[About this task] Down to the last line, print the entries below exactly, and keep every picture out of the copy.

─── Stored data

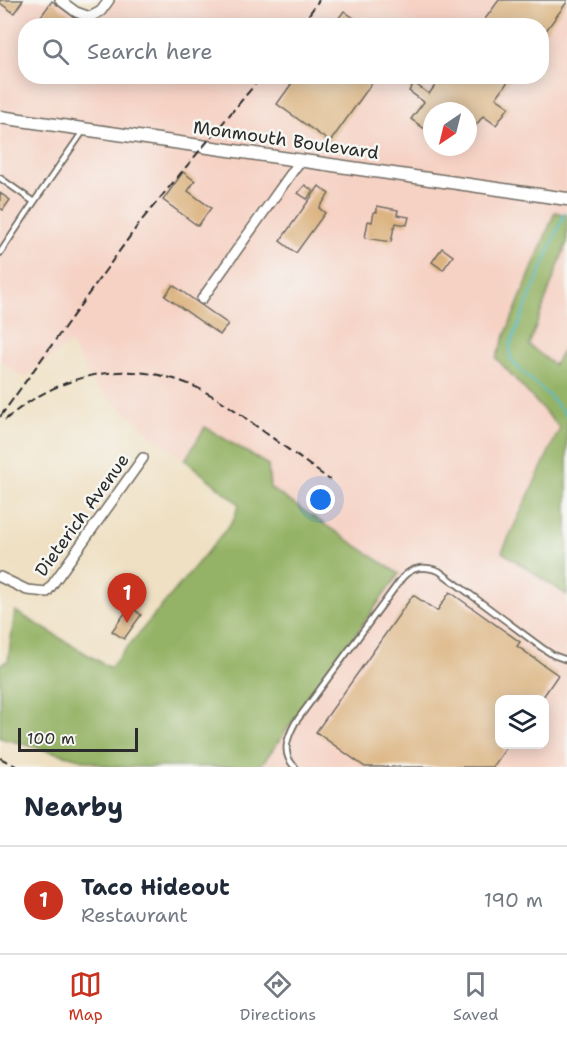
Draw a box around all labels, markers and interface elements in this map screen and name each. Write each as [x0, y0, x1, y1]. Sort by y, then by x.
search box [18, 18, 549, 84]
icon: search [39, 35, 72, 68]
text: Search here [87, 37, 213, 66]
north arrow [423, 102, 477, 156]
street label: Monmouth Boulevard [192, 115, 380, 165]
street label: Dieterich Avenue [29, 449, 135, 581]
your location [306, 485, 335, 514]
pin: 1 [108, 574, 146, 623]
map controls [495, 695, 549, 749]
button: layers [495, 695, 549, 749]
scale bar [18, 725, 138, 752]
text: 100 m [27, 728, 75, 749]
text: Nearby [24, 789, 123, 824]
text: Taco Hideout [81, 873, 230, 902]
text: 1 [39, 887, 48, 913]
text: 190 m [484, 887, 543, 913]
text: Restaurant [81, 902, 188, 928]
tab: Map [69, 968, 103, 1025]
tab: Directions [240, 968, 316, 1025]
tab: Saved [453, 968, 499, 1025]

──────

[Result below]
Draw a box around all labels, markers and interface elements in this map screen and name each. Write each as [x0, y0, x1, y1]. Sort by y, then by x.
search box [18, 18, 549, 84]
icon: search [39, 35, 72, 68]
text: Search here [87, 37, 213, 66]
north arrow [423, 102, 477, 156]
street label: Monmouth Boulevard [192, 115, 380, 165]
street label: Dieterich Avenue [29, 449, 135, 581]
your location [306, 485, 335, 514]
pin: 1 [108, 574, 146, 623]
map controls [495, 695, 549, 749]
button: layers [495, 695, 549, 749]
scale bar [18, 725, 138, 752]
text: 100 m [27, 728, 75, 749]
text: Nearby [24, 789, 123, 824]
text: Taco Hideout [81, 873, 230, 902]
text: 1 [39, 887, 48, 913]
text: 190 m [484, 887, 543, 913]
text: Restaurant [81, 902, 188, 928]
tab: Map [69, 968, 103, 1025]
tab: Directions [240, 968, 316, 1025]
tab: Saved [453, 968, 499, 1025]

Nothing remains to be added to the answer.